[Stored data]:

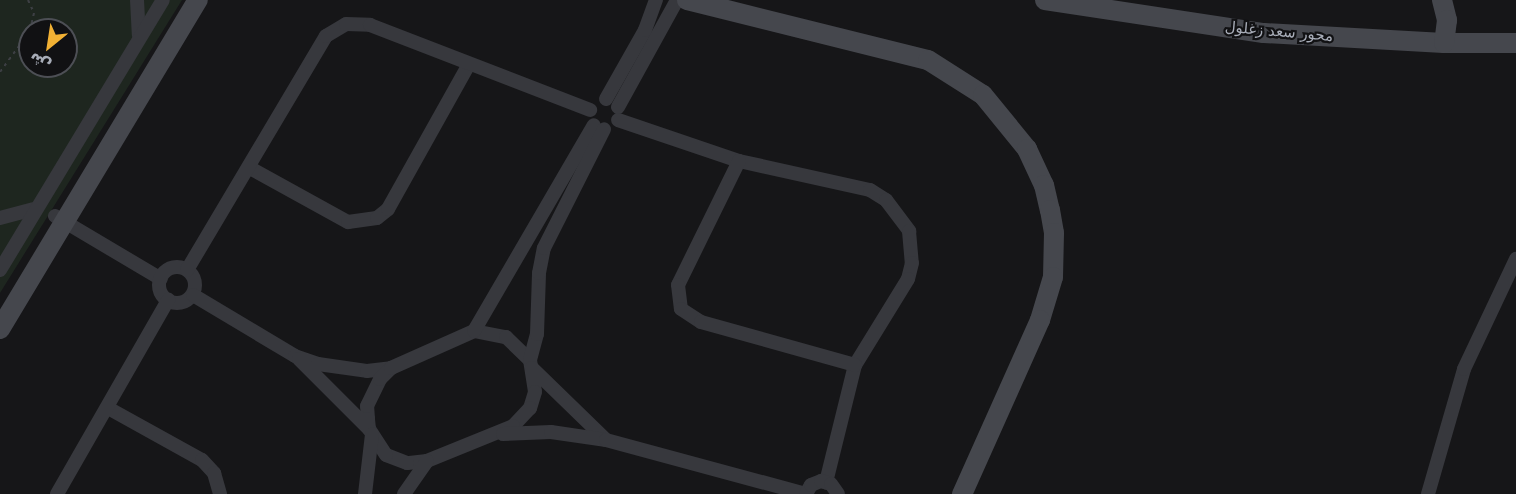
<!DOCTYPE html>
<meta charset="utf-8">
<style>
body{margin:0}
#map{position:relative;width:1516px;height:494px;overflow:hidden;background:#161618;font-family:"DejaVu Sans","Noto Naskh Arabic",sans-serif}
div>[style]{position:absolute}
.green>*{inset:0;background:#1e261f}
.path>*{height:2px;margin-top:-1px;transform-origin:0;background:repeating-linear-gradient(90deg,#3d3f44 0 3px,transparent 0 7.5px)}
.street>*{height:14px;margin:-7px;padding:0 7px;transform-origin:7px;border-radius:7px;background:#37383d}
.street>.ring{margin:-7px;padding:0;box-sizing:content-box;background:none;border:14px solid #37383d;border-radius:50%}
.secondary>*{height:20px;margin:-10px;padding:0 10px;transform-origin:10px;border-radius:10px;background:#45474d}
span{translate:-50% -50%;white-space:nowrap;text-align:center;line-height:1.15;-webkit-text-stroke:4.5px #111113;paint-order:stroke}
.street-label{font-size:15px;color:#a8adb8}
.north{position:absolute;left:18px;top:18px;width:60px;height:60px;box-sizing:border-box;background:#111113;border:2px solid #4d4f55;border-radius:50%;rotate:210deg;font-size:16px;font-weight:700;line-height:24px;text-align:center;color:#a8adb8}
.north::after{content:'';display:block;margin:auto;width:21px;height:27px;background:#f2b134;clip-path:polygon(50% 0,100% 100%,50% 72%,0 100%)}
</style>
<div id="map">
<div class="green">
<i style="clip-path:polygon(evenodd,0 0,182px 0,0 293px,0 0,30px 30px,66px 30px,66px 66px,30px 66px,30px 30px)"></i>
</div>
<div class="path">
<i style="left:28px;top:0;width:14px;rotate:65deg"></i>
<i style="left:34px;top:13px;width:17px;rotate:103deg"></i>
<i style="left:0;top:72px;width:51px;rotate:-53.8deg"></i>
</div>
<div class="street">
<i style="left:137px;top:0;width:35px;rotate:87deg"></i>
<i style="left:606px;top:99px;width:79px;rotate:-60.5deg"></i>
<i style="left:645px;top:30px;width:32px;rotate:-70deg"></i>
<i style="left:618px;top:107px;width:122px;rotate:-61.1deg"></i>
<i style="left:618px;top:120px;width:128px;rotate:18.7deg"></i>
<i style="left:739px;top:161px;width:134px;rotate:12.5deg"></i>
<i style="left:870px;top:190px;width:19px;rotate:32deg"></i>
<i style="left:886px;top:200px;width:39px;rotate:53deg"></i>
<i style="left:909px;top:231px;width:32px;rotate:85deg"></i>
<i style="left:912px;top:263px;width:16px;rotate:104deg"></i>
<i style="left:908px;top:279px;width:101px;rotate:121.6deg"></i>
<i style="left:855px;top:365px;width:121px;rotate:103.9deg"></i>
<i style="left:739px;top:161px;width:138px;rotate:116.2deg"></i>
<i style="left:678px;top:285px;width:24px;rotate:83deg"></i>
<i style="left:681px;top:309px;width:24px;rotate:33deg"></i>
<i style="left:701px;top:322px;width:160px;rotate:15.6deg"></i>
<i style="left:250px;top:168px;width:112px;rotate:28.9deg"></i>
<i style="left:348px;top:222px;width:29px;rotate:-8deg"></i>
<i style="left:377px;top:218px;width:14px;rotate:-39deg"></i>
<i style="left:388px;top:209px;width:164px;rotate:-60.8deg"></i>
<i style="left:55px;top:216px;width:123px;rotate:30.7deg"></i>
<i style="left:0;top:218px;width:34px;rotate:-15deg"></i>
<i class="ring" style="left:159px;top:267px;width:22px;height:22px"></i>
<i style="left:0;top:270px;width:315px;rotate:-58.9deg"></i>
<i style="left:187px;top:270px;width:272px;rotate:-59.3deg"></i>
<i style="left:326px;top:36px;width:23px;rotate:-31deg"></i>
<i style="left:346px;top:24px;width:24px;rotate:2deg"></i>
<i style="left:370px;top:25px;width:236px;rotate:21.1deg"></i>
<i style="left:193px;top:295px;width:119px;rotate:30.9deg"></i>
<i style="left:295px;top:356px;width:24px;rotate:19deg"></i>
<i style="left:318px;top:364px;width:49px;rotate:8.1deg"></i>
<i style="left:367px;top:371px;width:24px;rotate:-7deg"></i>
<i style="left:474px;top:331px;width:33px;rotate:11deg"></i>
<i style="left:506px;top:337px;width:33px;rotate:44deg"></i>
<i style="left:530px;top:360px;width:32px;rotate:81deg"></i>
<i style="left:535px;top:392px;width:17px;rotate:107deg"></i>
<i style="left:530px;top:408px;width:25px;rotate:133deg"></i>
<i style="left:513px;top:426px;width:93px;rotate:157.9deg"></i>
<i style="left:427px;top:461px;width:20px;rotate:174deg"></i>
<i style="left:407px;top:463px;width:22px;rotate:-159deg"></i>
<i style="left:386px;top:455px;width:31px;rotate:-123deg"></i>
<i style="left:369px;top:429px;width:10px;rotate:-96deg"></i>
<i style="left:368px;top:419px;width:13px;rotate:-94deg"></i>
<i style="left:367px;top:406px;width:30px;rotate:-64deg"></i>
<i style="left:380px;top:379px;width:16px;rotate:-45deg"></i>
<i style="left:391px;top:368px;width:91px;rotate:-24deg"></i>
<i style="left:474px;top:331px;width:238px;rotate:-59.8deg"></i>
<i style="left:299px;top:359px;width:99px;rotate:45deg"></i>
<i style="left:530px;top:360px;width:27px;rotate:-75deg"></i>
<i style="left:537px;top:334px;width:61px;rotate:-88.1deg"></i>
<i style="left:539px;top:273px;width:25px;rotate:-79deg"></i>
<i style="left:544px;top:248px;width:133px;rotate:-63.2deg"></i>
<i style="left:532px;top:368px;width:103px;rotate:44.2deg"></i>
<i style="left:108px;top:408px;width:107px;rotate:29deg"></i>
<i style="left:202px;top:460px;width:18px;rotate:47deg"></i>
<i style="left:214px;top:473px;width:22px;rotate:74deg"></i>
<i style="left:503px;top:434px;width:48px;rotate:-2.4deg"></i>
<i style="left:551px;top:432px;width:56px;rotate:8.3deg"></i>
<i style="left:606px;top:440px;width:207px;rotate:15.1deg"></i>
<i style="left:57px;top:494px;width:224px;rotate:-60.2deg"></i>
<i style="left:365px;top:494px;width:60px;rotate:-83.3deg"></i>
<i style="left:404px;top:494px;width:40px;rotate:-55.1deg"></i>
<i style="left:806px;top:494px;width:10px;rotate:-61deg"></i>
<i style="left:811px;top:485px;width:11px;rotate:-22deg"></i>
<i style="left:821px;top:481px;width:10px;rotate:17deg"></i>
<i style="left:831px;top:484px;width:12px;rotate:55deg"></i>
<i style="left:1428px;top:494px;width:130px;rotate:-73.9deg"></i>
<i style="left:1464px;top:369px;width:122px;rotate:-64.7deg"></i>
</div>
<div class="secondary">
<i style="left:687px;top:0;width:248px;rotate:14deg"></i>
<i style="left:928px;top:60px;width:65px;rotate:32.5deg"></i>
<i style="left:983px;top:95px;width:70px;rotate:50.8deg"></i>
<i style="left:1027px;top:149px;width:40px;rotate:65deg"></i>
<i style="left:1044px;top:185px;width:26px;rotate:77deg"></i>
<i style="left:1050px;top:210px;width:23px;rotate:80deg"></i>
<i style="left:1054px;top:233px;width:44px;rotate:91.3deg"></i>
<i style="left:1053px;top:277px;width:45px;rotate:106.8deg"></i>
<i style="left:1040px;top:320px;width:191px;rotate:114.1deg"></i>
<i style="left:1045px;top:0;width:221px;rotate:8.6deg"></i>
<i style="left:1264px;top:33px;width:180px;rotate:3.2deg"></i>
<i style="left:1444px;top:43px;width:72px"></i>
<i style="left:1442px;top:0;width:21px;rotate:76deg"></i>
<i style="left:1447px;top:20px;width:23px;rotate:97deg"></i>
<i style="left:0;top:329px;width:384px;rotate:-59deg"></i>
</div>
<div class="street-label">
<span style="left:1279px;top:32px;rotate:5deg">محور سعد زغلول</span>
</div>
<div class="north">ش</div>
</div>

[Exercise prompt]: From the opening line of the entries, copy each line exactly until the line with "0 3px,transparent 0", which is copied as well; leave out pictures.

[Result for this exercise]:
<!DOCTYPE html>
<meta charset="utf-8">
<style>
body{margin:0}
#map{position:relative;width:1516px;height:494px;overflow:hidden;background:#161618;font-family:"DejaVu Sans","Noto Naskh Arabic",sans-serif}
div>[style]{position:absolute}
.green>*{inset:0;background:#1e261f}
.path>*{height:2px;margin-top:-1px;transform-origin:0;background:repeating-linear-gradient(90deg,#3d3f44 0 3px,transparent 0 7.5px)}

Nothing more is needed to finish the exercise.